'''
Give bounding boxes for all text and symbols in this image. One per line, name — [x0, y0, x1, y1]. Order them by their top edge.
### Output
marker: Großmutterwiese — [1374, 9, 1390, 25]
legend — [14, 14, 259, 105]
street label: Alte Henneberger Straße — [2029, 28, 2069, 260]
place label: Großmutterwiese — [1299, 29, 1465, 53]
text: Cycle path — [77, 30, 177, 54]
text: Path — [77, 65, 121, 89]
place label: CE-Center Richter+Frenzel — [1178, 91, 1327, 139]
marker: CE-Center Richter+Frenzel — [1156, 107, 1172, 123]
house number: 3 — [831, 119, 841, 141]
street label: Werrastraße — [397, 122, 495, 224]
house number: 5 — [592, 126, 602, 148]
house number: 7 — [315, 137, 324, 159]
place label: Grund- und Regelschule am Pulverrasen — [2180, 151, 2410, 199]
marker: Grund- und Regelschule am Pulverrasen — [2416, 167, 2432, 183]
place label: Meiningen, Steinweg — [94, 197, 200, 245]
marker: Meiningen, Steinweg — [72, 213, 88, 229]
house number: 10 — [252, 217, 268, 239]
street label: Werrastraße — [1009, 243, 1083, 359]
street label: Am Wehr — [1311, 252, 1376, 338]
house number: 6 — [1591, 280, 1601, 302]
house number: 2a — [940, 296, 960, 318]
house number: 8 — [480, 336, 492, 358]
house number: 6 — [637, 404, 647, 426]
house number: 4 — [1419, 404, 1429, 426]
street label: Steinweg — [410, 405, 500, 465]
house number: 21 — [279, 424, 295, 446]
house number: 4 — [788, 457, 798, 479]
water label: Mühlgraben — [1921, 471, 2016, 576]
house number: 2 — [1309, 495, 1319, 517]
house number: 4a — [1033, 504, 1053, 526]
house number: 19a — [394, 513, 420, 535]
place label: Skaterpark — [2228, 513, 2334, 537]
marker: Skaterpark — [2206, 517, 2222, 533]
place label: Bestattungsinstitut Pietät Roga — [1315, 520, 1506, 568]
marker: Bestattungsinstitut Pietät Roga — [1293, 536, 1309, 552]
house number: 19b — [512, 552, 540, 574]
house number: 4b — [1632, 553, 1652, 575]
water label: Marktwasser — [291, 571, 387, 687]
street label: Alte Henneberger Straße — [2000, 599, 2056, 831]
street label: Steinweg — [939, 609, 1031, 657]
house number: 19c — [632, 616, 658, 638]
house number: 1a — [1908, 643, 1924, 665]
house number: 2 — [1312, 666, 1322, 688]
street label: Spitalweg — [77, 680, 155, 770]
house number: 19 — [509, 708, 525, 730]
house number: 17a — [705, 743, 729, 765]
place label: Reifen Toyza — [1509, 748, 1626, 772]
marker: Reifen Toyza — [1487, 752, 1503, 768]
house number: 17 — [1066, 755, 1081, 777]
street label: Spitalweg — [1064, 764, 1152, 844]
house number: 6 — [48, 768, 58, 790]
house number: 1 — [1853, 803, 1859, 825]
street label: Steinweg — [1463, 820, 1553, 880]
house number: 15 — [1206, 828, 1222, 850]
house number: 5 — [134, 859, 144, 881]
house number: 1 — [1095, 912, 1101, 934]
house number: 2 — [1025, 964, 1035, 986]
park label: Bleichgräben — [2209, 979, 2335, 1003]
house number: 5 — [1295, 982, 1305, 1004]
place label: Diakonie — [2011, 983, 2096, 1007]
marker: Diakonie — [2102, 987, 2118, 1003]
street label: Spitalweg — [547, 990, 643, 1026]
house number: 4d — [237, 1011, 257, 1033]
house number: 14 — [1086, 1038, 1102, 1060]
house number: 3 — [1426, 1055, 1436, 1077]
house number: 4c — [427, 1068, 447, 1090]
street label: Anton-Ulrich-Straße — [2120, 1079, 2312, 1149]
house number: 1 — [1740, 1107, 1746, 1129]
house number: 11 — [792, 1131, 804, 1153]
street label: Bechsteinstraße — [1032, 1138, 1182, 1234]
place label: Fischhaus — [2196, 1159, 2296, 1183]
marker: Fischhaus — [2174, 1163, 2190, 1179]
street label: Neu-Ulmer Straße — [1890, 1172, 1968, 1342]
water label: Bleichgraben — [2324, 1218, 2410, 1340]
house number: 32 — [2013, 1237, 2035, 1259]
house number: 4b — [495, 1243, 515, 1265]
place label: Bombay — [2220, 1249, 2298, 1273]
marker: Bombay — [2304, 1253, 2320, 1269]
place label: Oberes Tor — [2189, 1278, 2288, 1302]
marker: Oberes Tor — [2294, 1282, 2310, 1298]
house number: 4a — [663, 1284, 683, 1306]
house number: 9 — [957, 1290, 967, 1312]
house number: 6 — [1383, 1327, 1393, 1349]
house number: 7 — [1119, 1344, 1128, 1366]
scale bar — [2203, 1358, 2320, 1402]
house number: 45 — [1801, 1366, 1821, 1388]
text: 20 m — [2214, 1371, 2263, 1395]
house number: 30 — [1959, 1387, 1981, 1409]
'''
Work required: Nothing but an exact repetition of the entries is expected here.

Reply:
Give bounding boxes for all text and symbols in this image. One per line, name — [x0, y0, x1, y1]. Order them by their top edge.
### Output
marker: Großmutterwiese — [1374, 9, 1390, 25]
legend — [14, 14, 259, 105]
street label: Alte Henneberger Straße — [2029, 28, 2069, 260]
place label: Großmutterwiese — [1299, 29, 1465, 53]
text: Cycle path — [77, 30, 177, 54]
text: Path — [77, 65, 121, 89]
place label: CE-Center Richter+Frenzel — [1178, 91, 1327, 139]
marker: CE-Center Richter+Frenzel — [1156, 107, 1172, 123]
house number: 3 — [831, 119, 841, 141]
street label: Werrastraße — [397, 122, 495, 224]
house number: 5 — [592, 126, 602, 148]
house number: 7 — [315, 137, 324, 159]
place label: Grund- und Regelschule am Pulverrasen — [2180, 151, 2410, 199]
marker: Grund- und Regelschule am Pulverrasen — [2416, 167, 2432, 183]
place label: Meiningen, Steinweg — [94, 197, 200, 245]
marker: Meiningen, Steinweg — [72, 213, 88, 229]
house number: 10 — [252, 217, 268, 239]
street label: Werrastraße — [1009, 243, 1083, 359]
street label: Am Wehr — [1311, 252, 1376, 338]
house number: 6 — [1591, 280, 1601, 302]
house number: 2a — [940, 296, 960, 318]
house number: 8 — [480, 336, 492, 358]
house number: 6 — [637, 404, 647, 426]
house number: 4 — [1419, 404, 1429, 426]
street label: Steinweg — [410, 405, 500, 465]
house number: 21 — [279, 424, 295, 446]
house number: 4 — [788, 457, 798, 479]
water label: Mühlgraben — [1921, 471, 2016, 576]
house number: 2 — [1309, 495, 1319, 517]
house number: 4a — [1033, 504, 1053, 526]
house number: 19a — [394, 513, 420, 535]
place label: Skaterpark — [2228, 513, 2334, 537]
marker: Skaterpark — [2206, 517, 2222, 533]
place label: Bestattungsinstitut Pietät Roga — [1315, 520, 1506, 568]
marker: Bestattungsinstitut Pietät Roga — [1293, 536, 1309, 552]
house number: 19b — [512, 552, 540, 574]
house number: 4b — [1632, 553, 1652, 575]
water label: Marktwasser — [291, 571, 387, 687]
street label: Alte Henneberger Straße — [2000, 599, 2056, 831]
street label: Steinweg — [939, 609, 1031, 657]
house number: 19c — [632, 616, 658, 638]
house number: 1a — [1908, 643, 1924, 665]
house number: 2 — [1312, 666, 1322, 688]
street label: Spitalweg — [77, 680, 155, 770]
house number: 19 — [509, 708, 525, 730]
house number: 17a — [705, 743, 729, 765]
place label: Reifen Toyza — [1509, 748, 1626, 772]
marker: Reifen Toyza — [1487, 752, 1503, 768]
house number: 17 — [1066, 755, 1081, 777]
street label: Spitalweg — [1064, 764, 1152, 844]
house number: 6 — [48, 768, 58, 790]
house number: 1 — [1853, 803, 1859, 825]
street label: Steinweg — [1463, 820, 1553, 880]
house number: 15 — [1206, 828, 1222, 850]
house number: 5 — [134, 859, 144, 881]
house number: 1 — [1095, 912, 1101, 934]
house number: 2 — [1025, 964, 1035, 986]
park label: Bleichgräben — [2209, 979, 2335, 1003]
house number: 5 — [1295, 982, 1305, 1004]
place label: Diakonie — [2011, 983, 2096, 1007]
marker: Diakonie — [2102, 987, 2118, 1003]
street label: Spitalweg — [547, 990, 643, 1026]
house number: 4d — [237, 1011, 257, 1033]
house number: 14 — [1086, 1038, 1102, 1060]
house number: 3 — [1426, 1055, 1436, 1077]
house number: 4c — [427, 1068, 447, 1090]
street label: Anton-Ulrich-Straße — [2120, 1079, 2312, 1149]
house number: 1 — [1740, 1107, 1746, 1129]
house number: 11 — [792, 1131, 804, 1153]
street label: Bechsteinstraße — [1032, 1138, 1182, 1234]
place label: Fischhaus — [2196, 1159, 2296, 1183]
marker: Fischhaus — [2174, 1163, 2190, 1179]
street label: Neu-Ulmer Straße — [1890, 1172, 1968, 1342]
water label: Bleichgraben — [2324, 1218, 2410, 1340]
house number: 32 — [2013, 1237, 2035, 1259]
house number: 4b — [495, 1243, 515, 1265]
place label: Bombay — [2220, 1249, 2298, 1273]
marker: Bombay — [2304, 1253, 2320, 1269]
place label: Oberes Tor — [2189, 1278, 2288, 1302]
marker: Oberes Tor — [2294, 1282, 2310, 1298]
house number: 4a — [663, 1284, 683, 1306]
house number: 9 — [957, 1290, 967, 1312]
house number: 6 — [1383, 1327, 1393, 1349]
house number: 7 — [1119, 1344, 1128, 1366]
scale bar — [2203, 1358, 2320, 1402]
house number: 45 — [1801, 1366, 1821, 1388]
text: 20 m — [2214, 1371, 2263, 1395]
house number: 30 — [1959, 1387, 1981, 1409]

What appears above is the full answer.